Physical significance of no self-adjoint momentum operator on half line? I am watching a quantum mechanics lecture by professor Schuller. He mentioned that there does not exist any self-adjoint momentum operator defined on the half line. What is the physical significance of this mathematical fact? Is it impossible to create a single impenetrable barrier for a quantum particle? This makes little sense to me because I know you can create an infinite well which consists of two barriers. Is it that a particle constrained like this has no notion of momentum?
 A: *

*Minutes before in the lecture Prof.
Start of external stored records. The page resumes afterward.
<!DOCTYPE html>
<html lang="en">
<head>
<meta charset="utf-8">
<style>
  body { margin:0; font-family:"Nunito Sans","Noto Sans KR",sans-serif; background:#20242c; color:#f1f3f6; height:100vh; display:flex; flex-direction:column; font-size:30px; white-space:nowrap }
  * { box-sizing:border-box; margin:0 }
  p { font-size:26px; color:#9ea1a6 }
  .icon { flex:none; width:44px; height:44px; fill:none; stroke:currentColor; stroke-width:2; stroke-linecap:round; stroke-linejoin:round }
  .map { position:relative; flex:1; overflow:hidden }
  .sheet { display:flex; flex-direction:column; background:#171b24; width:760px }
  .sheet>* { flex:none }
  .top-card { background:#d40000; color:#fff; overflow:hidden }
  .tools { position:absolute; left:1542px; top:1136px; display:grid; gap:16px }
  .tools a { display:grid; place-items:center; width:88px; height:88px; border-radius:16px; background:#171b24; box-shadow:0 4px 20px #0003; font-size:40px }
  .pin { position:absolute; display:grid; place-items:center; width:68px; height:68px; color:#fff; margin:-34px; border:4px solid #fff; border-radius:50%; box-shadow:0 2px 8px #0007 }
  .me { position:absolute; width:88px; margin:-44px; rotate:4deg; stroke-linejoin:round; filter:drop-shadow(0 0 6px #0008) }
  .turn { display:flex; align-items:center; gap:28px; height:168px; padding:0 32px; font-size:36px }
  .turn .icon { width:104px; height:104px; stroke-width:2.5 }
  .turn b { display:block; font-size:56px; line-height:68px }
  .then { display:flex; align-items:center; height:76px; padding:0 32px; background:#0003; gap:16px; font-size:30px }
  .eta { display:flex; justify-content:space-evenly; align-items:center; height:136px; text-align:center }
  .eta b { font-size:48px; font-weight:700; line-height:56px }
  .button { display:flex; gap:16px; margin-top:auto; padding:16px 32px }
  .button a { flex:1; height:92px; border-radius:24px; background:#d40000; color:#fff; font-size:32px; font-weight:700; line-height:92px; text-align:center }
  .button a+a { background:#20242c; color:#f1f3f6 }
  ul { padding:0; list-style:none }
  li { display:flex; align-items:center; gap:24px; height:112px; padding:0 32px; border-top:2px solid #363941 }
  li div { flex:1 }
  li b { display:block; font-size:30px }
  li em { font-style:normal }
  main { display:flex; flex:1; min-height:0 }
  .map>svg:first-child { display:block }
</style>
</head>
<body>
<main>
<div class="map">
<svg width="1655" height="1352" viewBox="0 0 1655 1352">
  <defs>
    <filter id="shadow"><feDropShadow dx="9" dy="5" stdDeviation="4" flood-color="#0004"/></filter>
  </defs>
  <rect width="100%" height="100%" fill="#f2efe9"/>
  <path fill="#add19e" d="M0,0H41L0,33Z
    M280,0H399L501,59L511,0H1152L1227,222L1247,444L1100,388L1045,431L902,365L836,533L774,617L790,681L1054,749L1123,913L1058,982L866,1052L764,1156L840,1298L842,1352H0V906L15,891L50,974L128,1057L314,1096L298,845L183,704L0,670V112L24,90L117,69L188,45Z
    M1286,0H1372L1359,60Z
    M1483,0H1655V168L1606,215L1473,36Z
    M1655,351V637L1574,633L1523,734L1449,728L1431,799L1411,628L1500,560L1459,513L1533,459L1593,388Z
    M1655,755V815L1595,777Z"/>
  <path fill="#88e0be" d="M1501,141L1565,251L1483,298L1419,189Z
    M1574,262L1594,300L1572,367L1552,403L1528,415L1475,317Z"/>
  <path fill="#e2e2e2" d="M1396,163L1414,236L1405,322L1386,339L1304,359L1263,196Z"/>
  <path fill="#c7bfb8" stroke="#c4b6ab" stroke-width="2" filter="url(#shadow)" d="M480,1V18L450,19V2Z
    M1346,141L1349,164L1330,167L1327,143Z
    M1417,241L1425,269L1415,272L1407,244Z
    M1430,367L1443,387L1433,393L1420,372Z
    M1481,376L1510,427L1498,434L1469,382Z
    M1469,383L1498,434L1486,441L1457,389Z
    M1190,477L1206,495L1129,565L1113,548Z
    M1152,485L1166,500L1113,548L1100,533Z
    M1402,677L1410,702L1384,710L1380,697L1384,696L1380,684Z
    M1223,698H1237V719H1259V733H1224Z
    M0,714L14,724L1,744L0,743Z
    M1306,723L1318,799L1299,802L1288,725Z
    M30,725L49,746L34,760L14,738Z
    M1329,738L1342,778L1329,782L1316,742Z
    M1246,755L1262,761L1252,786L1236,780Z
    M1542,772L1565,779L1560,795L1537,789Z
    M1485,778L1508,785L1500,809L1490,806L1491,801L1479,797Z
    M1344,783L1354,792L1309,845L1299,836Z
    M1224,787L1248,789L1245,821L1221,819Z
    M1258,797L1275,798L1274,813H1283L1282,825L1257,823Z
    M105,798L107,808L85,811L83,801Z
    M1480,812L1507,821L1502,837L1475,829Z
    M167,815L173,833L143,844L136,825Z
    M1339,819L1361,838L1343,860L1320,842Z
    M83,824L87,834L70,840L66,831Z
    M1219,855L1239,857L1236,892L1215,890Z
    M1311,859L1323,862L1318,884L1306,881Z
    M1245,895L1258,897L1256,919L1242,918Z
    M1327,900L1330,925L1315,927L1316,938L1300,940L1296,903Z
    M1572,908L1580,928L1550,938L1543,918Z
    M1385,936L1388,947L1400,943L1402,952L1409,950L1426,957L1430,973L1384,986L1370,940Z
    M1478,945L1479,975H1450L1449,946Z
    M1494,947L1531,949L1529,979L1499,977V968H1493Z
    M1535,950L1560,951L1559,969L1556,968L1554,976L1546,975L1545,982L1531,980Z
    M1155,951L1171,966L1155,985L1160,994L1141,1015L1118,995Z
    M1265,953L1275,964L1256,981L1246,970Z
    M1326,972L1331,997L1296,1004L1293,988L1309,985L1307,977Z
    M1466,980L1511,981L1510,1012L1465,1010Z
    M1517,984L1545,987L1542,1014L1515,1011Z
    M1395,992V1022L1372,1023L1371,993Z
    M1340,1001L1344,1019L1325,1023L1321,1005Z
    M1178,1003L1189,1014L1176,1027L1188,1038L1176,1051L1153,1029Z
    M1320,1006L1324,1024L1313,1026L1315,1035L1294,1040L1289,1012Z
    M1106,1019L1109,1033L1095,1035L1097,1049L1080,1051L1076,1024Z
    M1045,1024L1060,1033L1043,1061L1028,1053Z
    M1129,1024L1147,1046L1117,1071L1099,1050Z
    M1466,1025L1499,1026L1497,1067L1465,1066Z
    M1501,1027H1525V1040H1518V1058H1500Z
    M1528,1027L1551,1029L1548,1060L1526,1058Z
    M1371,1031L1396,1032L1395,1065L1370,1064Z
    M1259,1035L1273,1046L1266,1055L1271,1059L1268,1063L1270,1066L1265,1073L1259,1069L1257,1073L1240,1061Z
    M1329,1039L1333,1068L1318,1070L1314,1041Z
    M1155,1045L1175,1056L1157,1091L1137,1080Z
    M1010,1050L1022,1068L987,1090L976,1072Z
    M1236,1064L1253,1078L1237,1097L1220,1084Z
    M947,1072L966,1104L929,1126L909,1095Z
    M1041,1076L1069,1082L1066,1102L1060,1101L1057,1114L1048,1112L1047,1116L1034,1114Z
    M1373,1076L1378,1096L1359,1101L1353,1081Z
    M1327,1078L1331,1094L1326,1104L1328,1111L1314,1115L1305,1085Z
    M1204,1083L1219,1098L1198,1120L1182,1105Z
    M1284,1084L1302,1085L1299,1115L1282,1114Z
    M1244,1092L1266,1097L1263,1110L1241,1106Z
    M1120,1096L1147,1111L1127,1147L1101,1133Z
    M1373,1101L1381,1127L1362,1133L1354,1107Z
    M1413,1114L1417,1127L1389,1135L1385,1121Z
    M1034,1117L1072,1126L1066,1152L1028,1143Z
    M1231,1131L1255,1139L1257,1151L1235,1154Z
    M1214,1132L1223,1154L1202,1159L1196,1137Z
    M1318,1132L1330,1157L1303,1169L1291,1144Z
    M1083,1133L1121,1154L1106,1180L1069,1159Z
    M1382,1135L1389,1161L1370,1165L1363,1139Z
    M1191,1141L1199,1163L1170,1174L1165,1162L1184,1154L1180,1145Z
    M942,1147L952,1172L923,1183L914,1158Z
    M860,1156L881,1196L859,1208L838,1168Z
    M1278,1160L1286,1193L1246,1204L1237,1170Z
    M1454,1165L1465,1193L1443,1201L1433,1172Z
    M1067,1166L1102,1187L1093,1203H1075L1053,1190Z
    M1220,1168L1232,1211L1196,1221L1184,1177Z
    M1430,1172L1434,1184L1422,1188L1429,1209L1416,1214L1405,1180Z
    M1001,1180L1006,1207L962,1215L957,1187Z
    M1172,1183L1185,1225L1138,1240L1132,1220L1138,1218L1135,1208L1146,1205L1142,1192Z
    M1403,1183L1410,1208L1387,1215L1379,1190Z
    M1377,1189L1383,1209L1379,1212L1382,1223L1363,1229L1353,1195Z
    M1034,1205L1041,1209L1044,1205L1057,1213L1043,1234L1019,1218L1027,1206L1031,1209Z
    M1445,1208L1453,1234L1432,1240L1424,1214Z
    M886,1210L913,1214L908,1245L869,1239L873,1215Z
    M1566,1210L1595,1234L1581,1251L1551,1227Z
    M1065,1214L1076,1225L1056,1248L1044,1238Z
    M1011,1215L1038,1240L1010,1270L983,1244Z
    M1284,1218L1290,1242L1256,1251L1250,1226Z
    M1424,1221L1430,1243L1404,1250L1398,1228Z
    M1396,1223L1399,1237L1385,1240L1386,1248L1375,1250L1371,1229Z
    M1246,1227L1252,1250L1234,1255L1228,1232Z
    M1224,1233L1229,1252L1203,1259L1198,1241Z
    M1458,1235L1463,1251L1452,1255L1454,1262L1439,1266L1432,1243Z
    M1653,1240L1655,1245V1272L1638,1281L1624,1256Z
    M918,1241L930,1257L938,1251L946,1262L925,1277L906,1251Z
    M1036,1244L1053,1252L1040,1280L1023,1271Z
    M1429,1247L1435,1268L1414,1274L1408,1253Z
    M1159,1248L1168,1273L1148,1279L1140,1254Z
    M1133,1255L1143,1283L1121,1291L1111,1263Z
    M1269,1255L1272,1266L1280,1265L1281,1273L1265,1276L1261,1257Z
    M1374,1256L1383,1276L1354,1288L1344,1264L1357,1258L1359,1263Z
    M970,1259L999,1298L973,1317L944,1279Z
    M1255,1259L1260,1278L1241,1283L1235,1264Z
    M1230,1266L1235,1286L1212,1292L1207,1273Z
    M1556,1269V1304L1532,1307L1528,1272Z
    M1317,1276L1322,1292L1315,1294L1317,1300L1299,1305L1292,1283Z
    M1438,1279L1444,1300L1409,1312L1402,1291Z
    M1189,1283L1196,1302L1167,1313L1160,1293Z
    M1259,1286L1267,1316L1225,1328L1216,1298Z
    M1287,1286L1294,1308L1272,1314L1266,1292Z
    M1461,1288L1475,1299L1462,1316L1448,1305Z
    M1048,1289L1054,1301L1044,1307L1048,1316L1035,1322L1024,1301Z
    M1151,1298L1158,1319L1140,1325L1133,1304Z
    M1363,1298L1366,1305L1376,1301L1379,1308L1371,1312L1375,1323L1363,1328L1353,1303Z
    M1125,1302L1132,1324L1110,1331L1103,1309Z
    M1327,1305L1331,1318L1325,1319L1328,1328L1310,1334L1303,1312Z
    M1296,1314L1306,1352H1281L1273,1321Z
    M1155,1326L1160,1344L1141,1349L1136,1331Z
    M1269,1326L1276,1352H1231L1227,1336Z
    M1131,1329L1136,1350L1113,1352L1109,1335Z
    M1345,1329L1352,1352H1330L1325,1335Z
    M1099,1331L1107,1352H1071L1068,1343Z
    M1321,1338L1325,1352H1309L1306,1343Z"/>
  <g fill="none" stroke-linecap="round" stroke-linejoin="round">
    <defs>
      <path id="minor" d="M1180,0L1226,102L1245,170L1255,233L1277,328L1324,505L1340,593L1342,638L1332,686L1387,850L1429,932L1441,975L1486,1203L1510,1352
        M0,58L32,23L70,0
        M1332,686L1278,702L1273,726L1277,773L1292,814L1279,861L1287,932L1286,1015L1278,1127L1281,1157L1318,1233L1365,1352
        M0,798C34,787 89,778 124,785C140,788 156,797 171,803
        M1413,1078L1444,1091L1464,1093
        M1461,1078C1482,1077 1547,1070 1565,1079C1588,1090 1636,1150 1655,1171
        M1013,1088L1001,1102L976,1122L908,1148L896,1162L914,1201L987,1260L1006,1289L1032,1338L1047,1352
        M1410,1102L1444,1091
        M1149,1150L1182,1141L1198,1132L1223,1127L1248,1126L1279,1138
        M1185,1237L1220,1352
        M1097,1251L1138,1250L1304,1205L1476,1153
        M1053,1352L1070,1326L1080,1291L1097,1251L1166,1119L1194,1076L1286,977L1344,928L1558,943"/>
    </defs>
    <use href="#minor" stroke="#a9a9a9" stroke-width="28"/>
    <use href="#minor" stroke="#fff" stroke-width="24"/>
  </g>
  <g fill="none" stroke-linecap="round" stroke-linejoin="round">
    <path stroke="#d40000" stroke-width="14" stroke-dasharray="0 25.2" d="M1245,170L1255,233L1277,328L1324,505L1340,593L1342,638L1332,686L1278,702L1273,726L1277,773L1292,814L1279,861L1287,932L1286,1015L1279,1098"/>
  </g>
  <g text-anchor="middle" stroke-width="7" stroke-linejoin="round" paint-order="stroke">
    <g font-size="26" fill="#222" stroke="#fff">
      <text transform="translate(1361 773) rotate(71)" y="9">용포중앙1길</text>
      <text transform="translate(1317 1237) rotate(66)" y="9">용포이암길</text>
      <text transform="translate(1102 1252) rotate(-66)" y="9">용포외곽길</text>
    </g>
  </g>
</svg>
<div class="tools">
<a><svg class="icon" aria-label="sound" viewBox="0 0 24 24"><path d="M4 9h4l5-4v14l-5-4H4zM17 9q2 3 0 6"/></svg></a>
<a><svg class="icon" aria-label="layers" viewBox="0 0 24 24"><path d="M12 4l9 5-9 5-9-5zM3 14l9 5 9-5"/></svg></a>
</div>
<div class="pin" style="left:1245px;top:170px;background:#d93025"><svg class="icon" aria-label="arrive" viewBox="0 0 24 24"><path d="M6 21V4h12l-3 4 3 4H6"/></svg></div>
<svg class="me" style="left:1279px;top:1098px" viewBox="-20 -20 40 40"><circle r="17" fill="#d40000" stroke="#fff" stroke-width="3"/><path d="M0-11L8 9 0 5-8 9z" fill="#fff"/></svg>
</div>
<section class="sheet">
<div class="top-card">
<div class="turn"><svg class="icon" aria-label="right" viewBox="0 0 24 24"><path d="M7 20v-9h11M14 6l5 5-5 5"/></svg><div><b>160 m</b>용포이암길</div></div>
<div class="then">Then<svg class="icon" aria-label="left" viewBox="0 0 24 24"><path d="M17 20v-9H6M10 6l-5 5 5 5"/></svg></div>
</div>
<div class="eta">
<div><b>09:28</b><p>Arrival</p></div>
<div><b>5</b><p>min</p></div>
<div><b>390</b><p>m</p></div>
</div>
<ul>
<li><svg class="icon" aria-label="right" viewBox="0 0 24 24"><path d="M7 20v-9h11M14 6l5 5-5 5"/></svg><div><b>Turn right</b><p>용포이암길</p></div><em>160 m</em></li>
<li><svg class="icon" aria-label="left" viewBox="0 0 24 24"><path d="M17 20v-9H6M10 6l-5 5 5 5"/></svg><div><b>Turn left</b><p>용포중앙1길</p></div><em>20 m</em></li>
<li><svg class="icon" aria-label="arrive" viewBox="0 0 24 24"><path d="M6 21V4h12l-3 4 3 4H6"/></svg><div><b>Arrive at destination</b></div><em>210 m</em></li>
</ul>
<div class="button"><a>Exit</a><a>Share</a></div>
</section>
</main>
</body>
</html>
Schuller is calculating the deficiency indices $d_{\pm}$. The kernels of $P^{\ast}\pm i$ are given by exponentially increasing/decreasing functions, respectively. On a half line $\mathbb{R}_{+}$ precisely one of these exponential functions are not square integrable, so that the two deficiency indices $d_{\pm}$ becomes different, and no self-adjoint extension exists. 

*On the other hand, a physics laboratory/experiment has in practice finite extent, so a more realistic mathematical model is given by a compact interval $I=[a,b]$, where the two deficiency indices $d_{\pm}$ match, and the self-adjoint extension exists. 
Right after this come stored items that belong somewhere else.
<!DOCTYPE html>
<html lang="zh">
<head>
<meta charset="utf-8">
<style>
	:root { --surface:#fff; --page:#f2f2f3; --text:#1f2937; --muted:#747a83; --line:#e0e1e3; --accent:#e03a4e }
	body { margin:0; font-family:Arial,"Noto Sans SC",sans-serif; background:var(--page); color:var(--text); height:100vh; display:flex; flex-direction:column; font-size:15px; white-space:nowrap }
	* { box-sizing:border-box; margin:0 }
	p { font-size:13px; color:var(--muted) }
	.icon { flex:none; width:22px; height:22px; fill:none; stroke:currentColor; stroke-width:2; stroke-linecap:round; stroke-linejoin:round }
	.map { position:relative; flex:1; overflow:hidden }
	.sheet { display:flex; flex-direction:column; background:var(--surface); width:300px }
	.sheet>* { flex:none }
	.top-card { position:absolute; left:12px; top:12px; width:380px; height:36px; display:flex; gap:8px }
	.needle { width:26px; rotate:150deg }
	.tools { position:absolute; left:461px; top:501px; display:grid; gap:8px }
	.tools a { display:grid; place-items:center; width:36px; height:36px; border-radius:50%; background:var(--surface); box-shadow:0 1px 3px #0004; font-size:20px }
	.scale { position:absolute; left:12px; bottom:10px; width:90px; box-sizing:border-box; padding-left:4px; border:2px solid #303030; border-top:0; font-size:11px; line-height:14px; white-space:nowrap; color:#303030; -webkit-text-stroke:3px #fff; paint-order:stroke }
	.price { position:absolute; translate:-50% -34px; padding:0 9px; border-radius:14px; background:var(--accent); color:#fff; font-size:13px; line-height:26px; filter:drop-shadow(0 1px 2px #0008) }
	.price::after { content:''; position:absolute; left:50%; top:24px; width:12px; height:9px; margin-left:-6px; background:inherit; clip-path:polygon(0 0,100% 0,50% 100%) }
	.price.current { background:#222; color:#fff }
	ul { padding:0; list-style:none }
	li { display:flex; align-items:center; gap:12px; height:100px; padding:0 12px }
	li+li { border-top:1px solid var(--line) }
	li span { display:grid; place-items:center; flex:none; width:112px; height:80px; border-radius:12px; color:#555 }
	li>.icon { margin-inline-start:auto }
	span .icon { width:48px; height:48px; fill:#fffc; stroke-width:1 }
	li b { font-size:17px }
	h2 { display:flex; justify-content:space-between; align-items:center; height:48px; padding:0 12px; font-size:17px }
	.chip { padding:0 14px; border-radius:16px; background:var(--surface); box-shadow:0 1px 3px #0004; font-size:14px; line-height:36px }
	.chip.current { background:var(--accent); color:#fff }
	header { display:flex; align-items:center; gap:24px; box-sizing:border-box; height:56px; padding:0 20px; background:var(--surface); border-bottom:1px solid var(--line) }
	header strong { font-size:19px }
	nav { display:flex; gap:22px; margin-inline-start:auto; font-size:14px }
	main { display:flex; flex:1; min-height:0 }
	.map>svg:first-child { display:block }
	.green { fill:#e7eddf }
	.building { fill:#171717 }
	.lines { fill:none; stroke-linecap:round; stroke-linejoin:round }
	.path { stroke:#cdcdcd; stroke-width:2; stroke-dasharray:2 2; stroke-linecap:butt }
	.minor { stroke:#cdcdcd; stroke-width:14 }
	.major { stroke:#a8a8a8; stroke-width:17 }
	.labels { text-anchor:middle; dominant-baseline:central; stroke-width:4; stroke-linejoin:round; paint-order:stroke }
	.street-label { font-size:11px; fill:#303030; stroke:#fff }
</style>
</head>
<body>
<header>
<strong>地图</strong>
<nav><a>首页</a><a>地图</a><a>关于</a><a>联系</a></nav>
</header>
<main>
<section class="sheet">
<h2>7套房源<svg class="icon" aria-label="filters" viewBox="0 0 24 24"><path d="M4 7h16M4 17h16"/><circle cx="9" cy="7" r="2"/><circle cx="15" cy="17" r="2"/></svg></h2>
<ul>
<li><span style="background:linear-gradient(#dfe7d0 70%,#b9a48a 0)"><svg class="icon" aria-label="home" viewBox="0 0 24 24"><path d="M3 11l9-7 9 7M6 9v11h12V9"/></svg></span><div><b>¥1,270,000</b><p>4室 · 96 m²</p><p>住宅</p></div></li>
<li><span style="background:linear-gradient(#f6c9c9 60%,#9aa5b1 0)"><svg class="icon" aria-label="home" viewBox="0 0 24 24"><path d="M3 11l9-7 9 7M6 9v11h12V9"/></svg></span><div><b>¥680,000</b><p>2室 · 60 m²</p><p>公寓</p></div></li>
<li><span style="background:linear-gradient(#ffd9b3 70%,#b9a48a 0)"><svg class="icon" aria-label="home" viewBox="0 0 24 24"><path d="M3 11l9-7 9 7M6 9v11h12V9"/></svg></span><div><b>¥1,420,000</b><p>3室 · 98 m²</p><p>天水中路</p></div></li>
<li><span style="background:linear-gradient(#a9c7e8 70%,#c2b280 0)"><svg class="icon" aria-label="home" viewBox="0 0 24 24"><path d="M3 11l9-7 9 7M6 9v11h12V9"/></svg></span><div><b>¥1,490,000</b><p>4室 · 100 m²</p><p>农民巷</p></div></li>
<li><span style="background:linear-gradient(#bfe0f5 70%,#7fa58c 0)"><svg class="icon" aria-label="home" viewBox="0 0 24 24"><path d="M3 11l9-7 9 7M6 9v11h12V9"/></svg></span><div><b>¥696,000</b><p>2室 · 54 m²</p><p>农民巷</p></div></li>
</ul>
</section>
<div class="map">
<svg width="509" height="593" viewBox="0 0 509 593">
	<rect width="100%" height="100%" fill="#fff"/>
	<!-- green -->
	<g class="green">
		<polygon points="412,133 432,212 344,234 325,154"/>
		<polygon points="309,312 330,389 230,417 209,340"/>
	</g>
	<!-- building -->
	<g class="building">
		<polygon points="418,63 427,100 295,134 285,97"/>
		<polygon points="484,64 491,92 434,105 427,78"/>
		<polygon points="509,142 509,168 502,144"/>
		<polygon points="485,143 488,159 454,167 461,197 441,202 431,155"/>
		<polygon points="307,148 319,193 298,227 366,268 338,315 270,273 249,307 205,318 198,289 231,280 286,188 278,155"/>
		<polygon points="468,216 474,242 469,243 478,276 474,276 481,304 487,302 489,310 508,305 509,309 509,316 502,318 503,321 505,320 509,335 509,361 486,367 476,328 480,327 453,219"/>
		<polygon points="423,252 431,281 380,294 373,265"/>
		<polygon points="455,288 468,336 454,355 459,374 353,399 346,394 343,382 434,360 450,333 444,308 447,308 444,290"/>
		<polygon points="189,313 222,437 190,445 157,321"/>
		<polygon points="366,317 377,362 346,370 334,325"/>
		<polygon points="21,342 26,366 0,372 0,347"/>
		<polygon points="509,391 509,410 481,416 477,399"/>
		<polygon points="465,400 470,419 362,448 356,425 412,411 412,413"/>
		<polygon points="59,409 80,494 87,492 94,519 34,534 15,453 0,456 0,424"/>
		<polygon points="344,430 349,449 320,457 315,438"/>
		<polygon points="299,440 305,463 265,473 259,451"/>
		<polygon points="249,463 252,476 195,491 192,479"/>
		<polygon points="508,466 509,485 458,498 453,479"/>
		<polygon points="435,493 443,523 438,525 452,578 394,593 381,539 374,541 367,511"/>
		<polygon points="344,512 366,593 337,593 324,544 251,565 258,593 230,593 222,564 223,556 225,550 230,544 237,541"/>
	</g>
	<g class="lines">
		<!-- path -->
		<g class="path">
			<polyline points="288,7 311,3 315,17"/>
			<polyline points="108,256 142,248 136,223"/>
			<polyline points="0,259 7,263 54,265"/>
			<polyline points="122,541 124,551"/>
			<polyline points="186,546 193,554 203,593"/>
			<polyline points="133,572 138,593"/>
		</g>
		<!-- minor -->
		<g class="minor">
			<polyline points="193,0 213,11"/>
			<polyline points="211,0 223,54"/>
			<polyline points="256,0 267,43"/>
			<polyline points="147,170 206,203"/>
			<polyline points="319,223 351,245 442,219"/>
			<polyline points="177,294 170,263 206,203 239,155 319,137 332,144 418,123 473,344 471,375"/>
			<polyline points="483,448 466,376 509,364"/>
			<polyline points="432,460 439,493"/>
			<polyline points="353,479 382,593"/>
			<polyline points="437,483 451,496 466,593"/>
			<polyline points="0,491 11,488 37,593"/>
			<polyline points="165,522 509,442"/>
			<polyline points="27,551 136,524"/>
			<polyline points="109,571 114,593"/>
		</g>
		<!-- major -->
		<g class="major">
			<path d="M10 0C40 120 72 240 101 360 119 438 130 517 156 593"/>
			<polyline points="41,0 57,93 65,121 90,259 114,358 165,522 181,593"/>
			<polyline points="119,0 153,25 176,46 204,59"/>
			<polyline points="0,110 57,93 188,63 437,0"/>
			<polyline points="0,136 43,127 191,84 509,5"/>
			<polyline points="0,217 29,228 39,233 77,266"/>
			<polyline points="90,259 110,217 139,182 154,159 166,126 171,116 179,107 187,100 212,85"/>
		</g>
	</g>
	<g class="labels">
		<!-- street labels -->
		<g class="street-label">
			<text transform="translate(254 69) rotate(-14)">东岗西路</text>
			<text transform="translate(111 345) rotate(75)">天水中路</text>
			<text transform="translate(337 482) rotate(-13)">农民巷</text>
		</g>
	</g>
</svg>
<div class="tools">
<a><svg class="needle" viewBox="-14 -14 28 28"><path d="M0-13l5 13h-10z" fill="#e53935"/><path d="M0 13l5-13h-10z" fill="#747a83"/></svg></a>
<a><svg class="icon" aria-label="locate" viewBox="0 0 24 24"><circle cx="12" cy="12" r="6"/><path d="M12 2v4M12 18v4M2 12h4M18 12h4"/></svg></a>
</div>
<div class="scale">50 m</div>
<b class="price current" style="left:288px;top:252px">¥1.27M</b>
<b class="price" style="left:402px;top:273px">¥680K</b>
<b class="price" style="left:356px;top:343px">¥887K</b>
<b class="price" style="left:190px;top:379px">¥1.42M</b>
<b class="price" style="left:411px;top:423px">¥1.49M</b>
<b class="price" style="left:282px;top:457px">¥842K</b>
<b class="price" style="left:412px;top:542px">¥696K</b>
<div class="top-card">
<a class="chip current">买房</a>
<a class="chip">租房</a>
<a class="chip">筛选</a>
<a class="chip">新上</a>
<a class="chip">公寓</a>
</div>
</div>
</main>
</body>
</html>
Related: What's the deal with momentum in the infinite square well?
A: From a Mathematician's perspective, you can define a "momentum" operator on the half line, but you need to allow 2d vector functions instead of scalar functions. The problem is that differentiation on $[0,\infty)$ has only one endpoint condition at $x=0$, and any setting (or lack of setting) results in a non-self-adjoint operator. By introducing a 2-d momentum variable, there are then two conditions and a one-parameter family of conditions that are equivalent to connecting the two complex components at $0$ by a multiplier $e^{i\theta}$. Whether or not such a thing is Physical is something I cannot judge.